Before the Covid-19 breakout, developers were also financing additional project pipelines for commissioning in 2021. These projects will be hit by the economic downturn, especially those being built outside a regulated environment. We expect some to be put on hold or cancelled in China, Europe and the United States.

Distributed PV has been immediately impacted by Covid-19 measures, while a longer-term economic downturn is likely to have a potentially devastating impact on overall investment in the distributed sector if new and stronger policies are not introduced. Major markets such as the United States, Europe and Brazil have seen installations of distributed PV drop following stay-at-home orders and face-to-face sales have understandably slowed drastically. This results in a dip in installed capacity growth in 2020. The rapid recovery of the distributed PV sector will depend on the pace of and the nature of any stimulus packages.

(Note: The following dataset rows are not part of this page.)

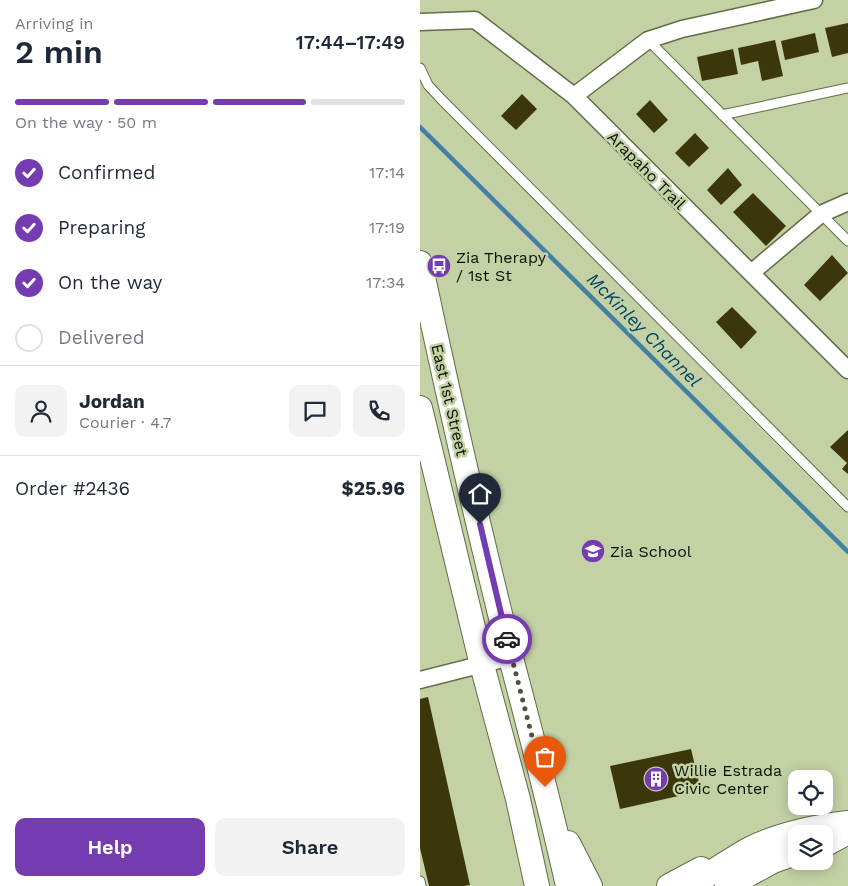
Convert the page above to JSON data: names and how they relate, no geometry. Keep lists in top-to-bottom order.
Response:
{
  "streets": {
    "main road": ["East 1st Street"],
    "street": ["Arapaho Trail"]
  },
  "water": ["McKinley Channel"],
  "places": {
    "bus stop": ["Zia Therapy / 1st St"],
    "school or university": ["Zia School"],
    "building": ["Willie Estrada Civic Center"]
  },
  "page": {
    "heading": ["2 min", "Arriving in", "17:44–17:49"],
    "panel": [
      "Jordan",
      "Courier · 4.7",
      "Order #2436",
      "$25.96"
    ],
    "bar": "On the way · 50 m",
    "list": [
      ["Confirmed", "17:14"],
      ["Preparing", "17:19"],
      ["On the way", "17:34"],
      "Delivered"
    ],
    "buttons": ["Help", "Share"]
  }
}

The annual increase in solar PV capacity in the United States topped 13 GW in 2019, the second-highest recorded to date, due to the increasing economic attractiveness of both utility-scale projects and residential PV systems. However, annual growth is seen slowing in 2020 as the impacts of Covid-19 dampen distributed PV prospects. New installations of both residential and commercial systems are expected to decrease as social‑distancing measures affect new customer acquisition and self-consumption becomes less attractive amid a period of economic uncertainty. Distributed PV growth rebounds in 2021 in the residential segment as consumers rush to take advantage of the solar investment tax credit (ITC) before it expires at the end of 2021. California’s new housing mandate, which started in 2020, is also expected to bolster some growth.

In contrast, utility-scale PV growth accelerates in both 2020 and 2021 because of increasing economic attractiveness and raised renewable energy targets across several states. Compared to our previous forecast, utility-scale growth across 2020-21 is more optimistic due to an increase in the pipeline of contracted projects (40 GW) at the end of 4Q 2019.1 The surge in development activity is driven by increased policy support in some states as well as the increasing economic attractiveness of both corporate PPAs and utility-led procurement to meet long-term planning needs and satisfy demand for renewable electricity from large consumers. 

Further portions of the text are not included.